Because if I’m honest, when I used to see sporty people and dismiss them, it was because I envied their abilities — it wasn’t that I wanted to be the best athlete in the world, but more that I felt like I was deprived of something they’d been gifted with. And that didn’t seem fair.

I also used to presume it was ‘easy’ for them — whereas for me and my body, it was hard. But by running myself, I realised that whatever your level, you will still sometimes find it hard, you will still sometimes have to battle with your willpower, but that part of the pleasure of exercising is knowing that you worked hard. It sounds strange, but it’s true. Hard work doesn’t have to be something to fear. And while I’ll never win the Olympics, what I am still is a runner. And you can be too. If you want to. The first step is just about believing that you can.

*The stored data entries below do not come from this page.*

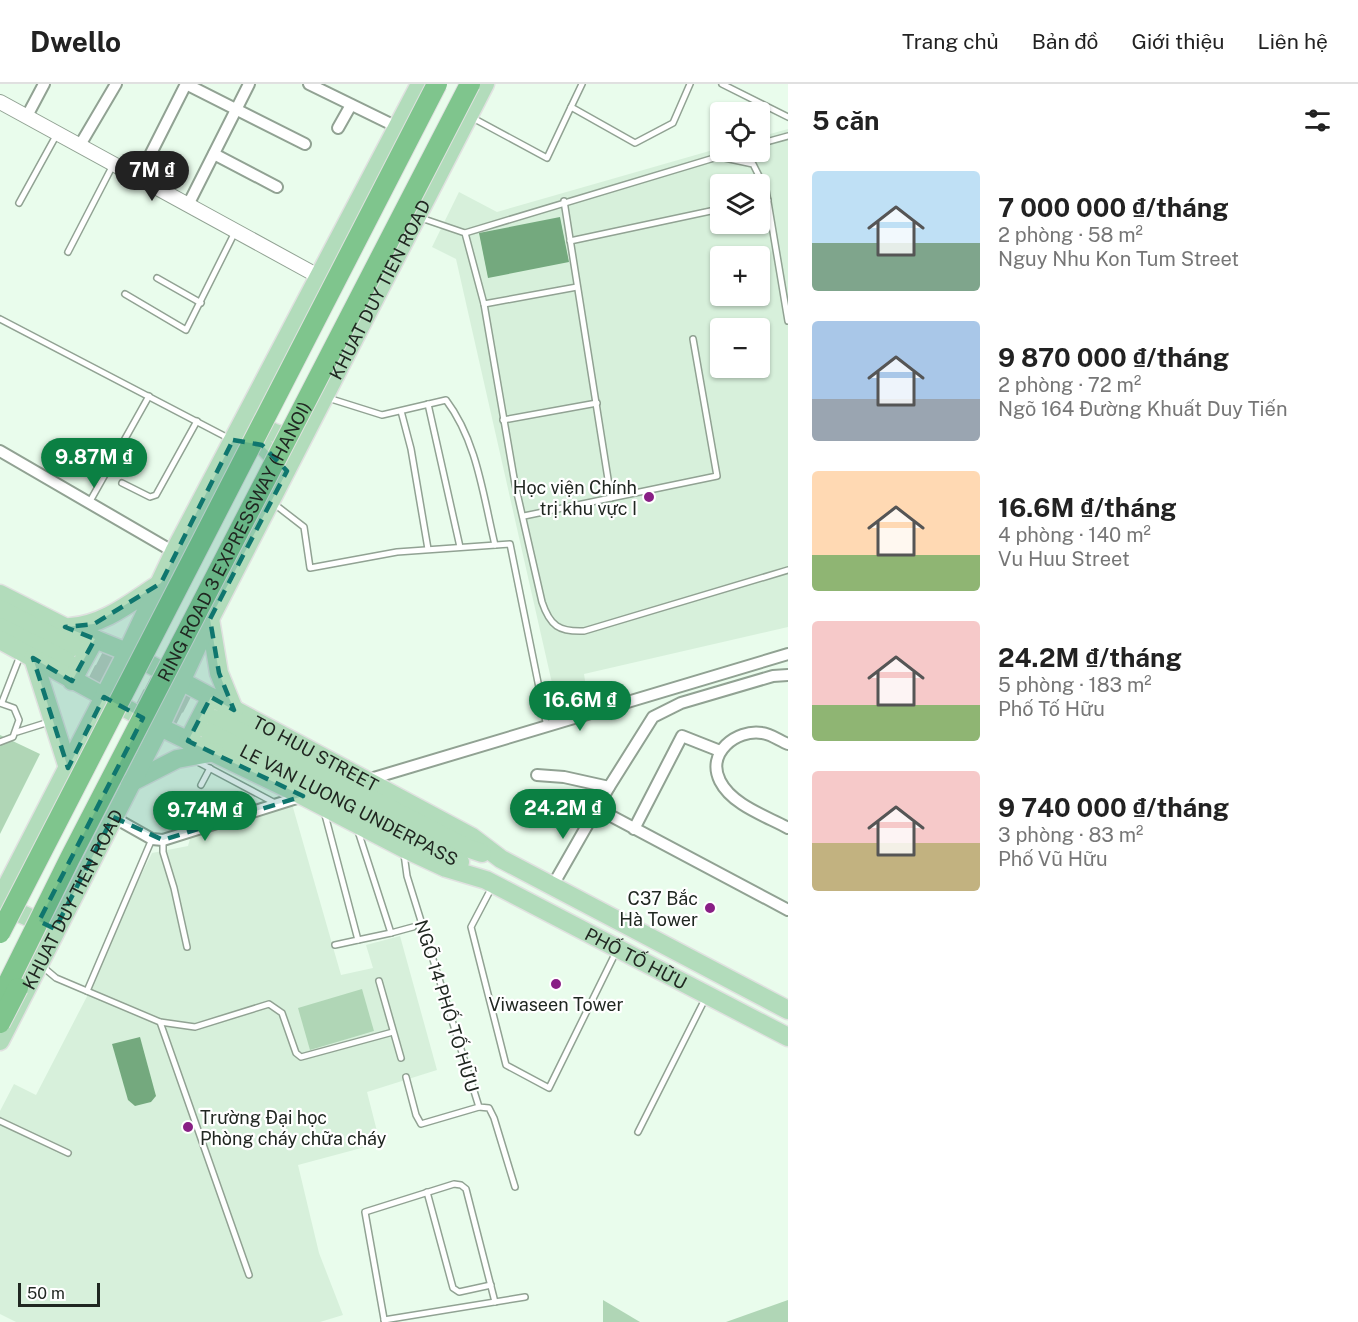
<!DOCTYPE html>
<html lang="vi">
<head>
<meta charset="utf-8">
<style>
	:root { --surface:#fff; --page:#f2f2f2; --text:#222; --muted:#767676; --line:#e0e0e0; --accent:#0b8043 }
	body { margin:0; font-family:"Public Sans",sans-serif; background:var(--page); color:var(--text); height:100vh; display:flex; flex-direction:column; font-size:22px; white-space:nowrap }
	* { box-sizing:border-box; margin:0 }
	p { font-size:20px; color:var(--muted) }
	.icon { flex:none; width:33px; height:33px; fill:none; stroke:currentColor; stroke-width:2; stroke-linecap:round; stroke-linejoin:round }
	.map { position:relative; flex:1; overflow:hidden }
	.details { display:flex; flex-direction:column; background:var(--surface); width:570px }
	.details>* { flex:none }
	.controls { position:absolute; left:710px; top:18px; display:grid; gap:12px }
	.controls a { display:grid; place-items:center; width:60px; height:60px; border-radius:6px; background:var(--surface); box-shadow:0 2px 4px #0004; font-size:30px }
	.scale { position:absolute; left:18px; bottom:15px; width:82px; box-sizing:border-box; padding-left:6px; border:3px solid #202721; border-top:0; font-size:16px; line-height:21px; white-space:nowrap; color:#202721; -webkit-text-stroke:4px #fff; paint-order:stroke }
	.price { position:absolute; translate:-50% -51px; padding:0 14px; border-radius:21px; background:var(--accent); color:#fff; font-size:20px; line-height:39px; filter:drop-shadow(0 2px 3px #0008) }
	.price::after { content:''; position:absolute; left:50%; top:36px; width:18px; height:14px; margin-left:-9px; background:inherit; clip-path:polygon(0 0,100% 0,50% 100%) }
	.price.selected { background:#222; color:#fff }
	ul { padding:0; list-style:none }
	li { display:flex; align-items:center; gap:18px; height:150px; padding:0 24px }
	li span { display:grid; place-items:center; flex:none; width:168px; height:120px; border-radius:6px; color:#555 }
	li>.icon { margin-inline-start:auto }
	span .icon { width:72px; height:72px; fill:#fffc; stroke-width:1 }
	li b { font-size:26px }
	h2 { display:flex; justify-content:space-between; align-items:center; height:72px; padding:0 24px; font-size:26px }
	header { display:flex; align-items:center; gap:36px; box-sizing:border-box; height:84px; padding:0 30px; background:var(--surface); border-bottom:2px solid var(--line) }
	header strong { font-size:28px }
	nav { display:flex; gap:33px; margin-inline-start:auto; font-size:21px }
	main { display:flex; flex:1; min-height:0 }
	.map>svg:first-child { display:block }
	.built { fill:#d7f0db; fill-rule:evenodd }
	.green { fill:#b0d6b6 }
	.water { fill:#74a97e }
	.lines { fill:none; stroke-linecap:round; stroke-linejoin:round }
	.primary-tunnel { stroke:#c1d1c3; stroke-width:18; stroke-dasharray:18 9; stroke-linecap:butt }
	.service-casing { stroke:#91a293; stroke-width:8 }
	.minor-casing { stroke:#91a293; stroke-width:14 }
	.tertiary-casing { stroke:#91a293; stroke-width:16 }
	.primary-casing { stroke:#e0e1e0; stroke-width:21 }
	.service { stroke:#fff; stroke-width:5 }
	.minor { stroke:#fff; stroke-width:10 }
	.tertiary { stroke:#fff; stroke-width:14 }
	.primary { stroke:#b2dcbb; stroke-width:18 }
	.motorway-bridge-casing { stroke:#e0e1e0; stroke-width:22; stroke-linecap:butt }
	.motorway-bridge { stroke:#7fc58d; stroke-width:20 }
	.marked { fill:#0f766e; fill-opacity:0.2; stroke:#0f766e; stroke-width:4.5; stroke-dasharray:12 8; stroke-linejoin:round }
	.poi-dot { fill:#891f85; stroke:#fff; stroke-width:2 }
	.labels { text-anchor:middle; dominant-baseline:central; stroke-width:4.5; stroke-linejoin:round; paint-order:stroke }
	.street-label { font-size:18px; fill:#202721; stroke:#fff }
	.poi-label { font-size:18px; fill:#202721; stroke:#fff; text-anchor:end }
</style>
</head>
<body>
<header>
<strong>Dwello</strong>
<nav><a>Trang chủ</a><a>Bản đồ</a><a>Giới thiệu</a><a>Liên hệ</a></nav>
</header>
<main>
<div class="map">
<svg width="788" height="1238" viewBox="0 0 788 1238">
	<rect width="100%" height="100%" fill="#e9fcec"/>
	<g class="built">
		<path d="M788,45V543L584,590L586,603L554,608L456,175L432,163L459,108L497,128L720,64V68H759V53ZM720,100H759V140H720ZM720,172H759V212H720ZM720,244H759V284H720Z"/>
		<path d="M292,720L341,891L373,884L366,861L400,852L437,986L367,1008L380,1059L298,1081L319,1169L343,1231L320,1238H16L0,1230V1027L14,1000L36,1011L96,895L121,831L152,769L188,762L191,751Z"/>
	</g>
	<g class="green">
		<path d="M0,651L40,670L0,750Z"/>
		<path d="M362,905L374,947L310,966L298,924Z"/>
		<path d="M603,1216L640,1238H603Z"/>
		<path d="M788,1216V1238H726Z"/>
	</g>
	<g class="water">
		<path d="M560,133L569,178L488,194L479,149Z"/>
		<path d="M140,953L156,1012L151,1018L135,1022L128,1016L112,960Z"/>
	</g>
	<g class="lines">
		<g class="primary-tunnel">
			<path d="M75,563L215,635"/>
			<path d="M67,577L209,648"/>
		</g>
		<g class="service-casing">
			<g id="service">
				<path d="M722,0L788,33"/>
				<path d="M571,23L582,0"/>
				<path d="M471,33L547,74L571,23L635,59L673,39L690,0"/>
				<path d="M759,60L788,52"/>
				<path d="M720,73L753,80L766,106L788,237"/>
				<path d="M564,117L611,414"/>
				<path d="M759,117L768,116"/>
				<path d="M19,119L57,50"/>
				<path d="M421,134L465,149L484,220L515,400L542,518C550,542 559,548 584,547L788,486"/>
				<path d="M465,149L734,68"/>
				<path d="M570,157L720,125"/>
				<path d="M68,168L113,81"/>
				<path d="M157,194L201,219"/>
				<path d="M125,210L186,246L235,148"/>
				<path d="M484,220L577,203"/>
				<path d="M0,235L230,355"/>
				<path d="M328,314L382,331L446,316C477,357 483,411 495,461"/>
				<path d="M428,320L460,463"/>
				<path d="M401,327L411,365L428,465"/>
				<path d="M503,336L597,319"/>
				<path d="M122,399L150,413L156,411L197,337"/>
				<path d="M89,419L149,312"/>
				<path d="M273,419L304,443L310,484L397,468L510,460L547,643"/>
				<path d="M524,432L717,392L693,255"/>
				<path d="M2,618L20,572"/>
				<path d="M0,619L14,624L19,636L13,653L0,658"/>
				<path d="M17,648L49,638"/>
				<path d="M196,677L275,719"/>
				<path d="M201,701L210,684"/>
				<path d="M324,727L358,856L335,861"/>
				<path d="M358,747L391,849L413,843"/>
				<path d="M163,756V768L174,804L187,863"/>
				<path d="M404,770L407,792L479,1023L489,1024L494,1034L515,1103"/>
				<path d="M492,803L471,843L506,981L549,1004L616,868"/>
				<path d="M358,856L391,849"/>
				<path d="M43,883L56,894L160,938L195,943L269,920L282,929L296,969L301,973L393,948"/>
				<path d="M379,897L401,974"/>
				<path d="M87,907L152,755"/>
				<path d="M160,938L249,1191"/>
				<path d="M406,993L416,1031L421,1040L479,1023"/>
				<path d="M0,1037L68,1069"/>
				<path d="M638,1048L705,915"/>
				<path d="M427,1108L453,1204L459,1208L491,1201"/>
				<path d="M384,1235L365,1128L454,1100L461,1101L466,1105L495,1218"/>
				<path d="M384,1236L525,1213"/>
			</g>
		</g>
		<g class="minor-casing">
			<g id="minor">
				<path d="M186,0L305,60"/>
				<path d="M309,0L397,43"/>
				<path d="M27,32L44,0"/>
				<path d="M338,44L351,21"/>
				<path d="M80,61L116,0"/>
				<path d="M214,70L277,103"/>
				<path d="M139,93L186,0"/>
				<path d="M188,121L249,0"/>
				<path d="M0,367L174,468"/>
				<path d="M788,660C780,657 771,650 762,649C736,645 706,669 720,697C732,721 766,732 788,744"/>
				<path d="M537,691L564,693L609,703"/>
				<path d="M367,696L788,570"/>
				<path d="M598,725L788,826"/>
				<path d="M113,733L152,755L163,756L303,712"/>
				<path d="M634,745L682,652L720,667"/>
				<path d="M553,801L609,703L653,633L681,619L773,592L788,591"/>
			</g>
		</g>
		<g class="tertiary-casing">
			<path id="tertiary" d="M0,18L318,192"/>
		</g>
		<g class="primary-casing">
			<g id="primary">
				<path d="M253,328C264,349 281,354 303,352"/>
				<path d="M237,356L262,361L286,386"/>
				<path id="s1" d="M0,510L65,543L127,568L472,753L501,775L788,926"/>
				<path d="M0,525L74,563"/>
				<path d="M210,535L219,589L234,626"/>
				<path d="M0,543L67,577"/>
				<path d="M70,543C104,541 131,518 159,500"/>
				<path id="s2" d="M0,556L160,643L303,712L403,764L446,784L486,796L788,953"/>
				<path d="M33,574L68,684"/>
				<path d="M72,597L95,555"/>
				<path d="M215,635L467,764L482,769"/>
				<path id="s3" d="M209,648L460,778"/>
				<path d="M188,657L211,613"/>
				<path d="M130,699L177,675L215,668"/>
				<path d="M0,815L127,568L174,468L420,0"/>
				<path d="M0,820L50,843"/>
				<path id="s4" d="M0,957L160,643L210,535L485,0"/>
			</g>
		</g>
		<use href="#service" class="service"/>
		<use href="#minor" class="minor"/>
		<use href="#tertiary" class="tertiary"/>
		<use href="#primary" class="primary"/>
		<g class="motorway-bridge-casing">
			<g id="motorway-bridge">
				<path d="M0,849L437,0"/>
				<path id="s5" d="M0,915L70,774L470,0"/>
				<path d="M0,939L18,904"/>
			</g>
		</g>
		<use href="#motorway-bridge" class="motorway-bridge"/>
	</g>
	<path class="marked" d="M233,356L262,361L287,387L210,535L219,589L234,626L211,613L188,657L303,712L163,756L113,733L55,845L39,837L143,634L104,613L68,684L33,574L72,597L95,555L65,543L94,540L161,499Z"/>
	<g class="poi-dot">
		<circle cx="649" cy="413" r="6"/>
		<circle cx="710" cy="824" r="6"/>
		<circle cx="556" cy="900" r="6"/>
		<circle cx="188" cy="1043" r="6"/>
	</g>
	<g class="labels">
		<g class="street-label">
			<text stroke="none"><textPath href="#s4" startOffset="842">KHUAT DUY TIEN ROAD</textPath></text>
			<text stroke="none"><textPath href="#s5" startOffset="514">RING ROAD 3 EXPRESSWAY (HANOI)</textPath></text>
			<text stroke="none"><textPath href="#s1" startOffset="354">TO HUU STREET</textPath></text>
			<text stroke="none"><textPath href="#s3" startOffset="158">LE VAN LUONG UNDERPASS</textPath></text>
			<text stroke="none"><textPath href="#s4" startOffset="159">KHUAT DUY TIEN ROAD</textPath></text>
			<text stroke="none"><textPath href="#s2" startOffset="712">PHỐ TỐ HỮU</textPath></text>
			<text transform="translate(447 922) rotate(73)">NGÕ 14 PHỐ TỐ HỮU</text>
		</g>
		<g class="poi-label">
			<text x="637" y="403">Học viện Chính<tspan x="637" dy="21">trị khu vực I</tspan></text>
			<text x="698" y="814">C37 Bắc<tspan x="698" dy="21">Hà Tower</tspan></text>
			<text x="556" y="920" text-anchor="middle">Viwaseen Tower</text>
			<text x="200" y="1033" text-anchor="start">Trường Đại học<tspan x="200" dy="21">Phòng cháy chữa cháy</tspan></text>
		</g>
	</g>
</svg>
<div class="controls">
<a><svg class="icon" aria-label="locate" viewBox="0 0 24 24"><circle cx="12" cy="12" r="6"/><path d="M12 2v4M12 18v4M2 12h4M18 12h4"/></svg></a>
<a><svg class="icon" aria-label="layers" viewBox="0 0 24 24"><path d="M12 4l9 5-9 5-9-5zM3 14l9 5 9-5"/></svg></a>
<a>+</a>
<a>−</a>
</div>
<div class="scale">50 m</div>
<b class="price selected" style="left:152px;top:118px">7M ₫</b>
<b class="price" style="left:94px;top:405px">9.87M ₫</b>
<b class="price" style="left:580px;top:648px">16.6M ₫</b>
<b class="price" style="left:563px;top:756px">24.2M ₫</b>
<b class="price" style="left:205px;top:758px">9.74M ₫</b>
</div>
<section class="details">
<h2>5 căn<svg class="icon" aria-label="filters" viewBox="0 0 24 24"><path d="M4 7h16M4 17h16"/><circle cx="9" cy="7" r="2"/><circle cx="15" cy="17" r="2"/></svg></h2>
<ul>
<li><span style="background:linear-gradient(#bfe0f5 60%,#7fa58c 0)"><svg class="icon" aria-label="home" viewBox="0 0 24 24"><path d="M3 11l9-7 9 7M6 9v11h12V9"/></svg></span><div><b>7 000 000 ₫/tháng</b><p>2 phòng · 58 m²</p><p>Nguy Nhu Kon Tum Street</p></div></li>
<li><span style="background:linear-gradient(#a9c7e8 65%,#9aa5b1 0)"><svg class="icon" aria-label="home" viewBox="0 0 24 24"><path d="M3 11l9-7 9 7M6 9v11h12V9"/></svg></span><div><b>9 870 000 ₫/tháng</b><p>2 phòng · 72 m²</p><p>Ngõ 164 Đường Khuất Duy Tiến</p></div></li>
<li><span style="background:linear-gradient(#ffd9b3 70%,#8fb573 0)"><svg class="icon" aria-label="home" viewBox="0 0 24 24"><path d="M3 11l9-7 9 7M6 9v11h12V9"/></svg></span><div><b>16.6M ₫/tháng</b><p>4 phòng · 140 m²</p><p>Vu Huu Street</p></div></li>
<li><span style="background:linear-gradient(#f6c9c9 70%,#8fb573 0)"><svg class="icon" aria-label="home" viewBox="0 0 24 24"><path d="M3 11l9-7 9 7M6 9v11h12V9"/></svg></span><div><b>24.2M ₫/tháng</b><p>5 phòng · 183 m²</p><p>Phố Tố Hữu</p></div></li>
<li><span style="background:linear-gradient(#f6c9c9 60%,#c2b280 0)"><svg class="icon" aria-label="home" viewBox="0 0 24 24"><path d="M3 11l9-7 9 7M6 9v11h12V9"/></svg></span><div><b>9 740 000 ₫/tháng</b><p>3 phòng · 83 m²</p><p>Phố Vũ Hữu</p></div></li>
</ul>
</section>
</main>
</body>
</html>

Whether you run 26 miles or 26 steps, you’re still a runner. There’s no secret handshake or exam to join this club — everyone is welcome, whatever your level.

But the first step to joining is just to believe, even just a tiny bit, that you can. It’s to go out there and try — remembering to be kind to yourself and not dismiss your attempt if it’s hard or hurts. It is not always going to be easy — but we are all stronger than we think.

So let me ask you again, would you like to run? Yes? Then go on, maybe today is the day you give it a try… And if not, there is always, always tomorrow.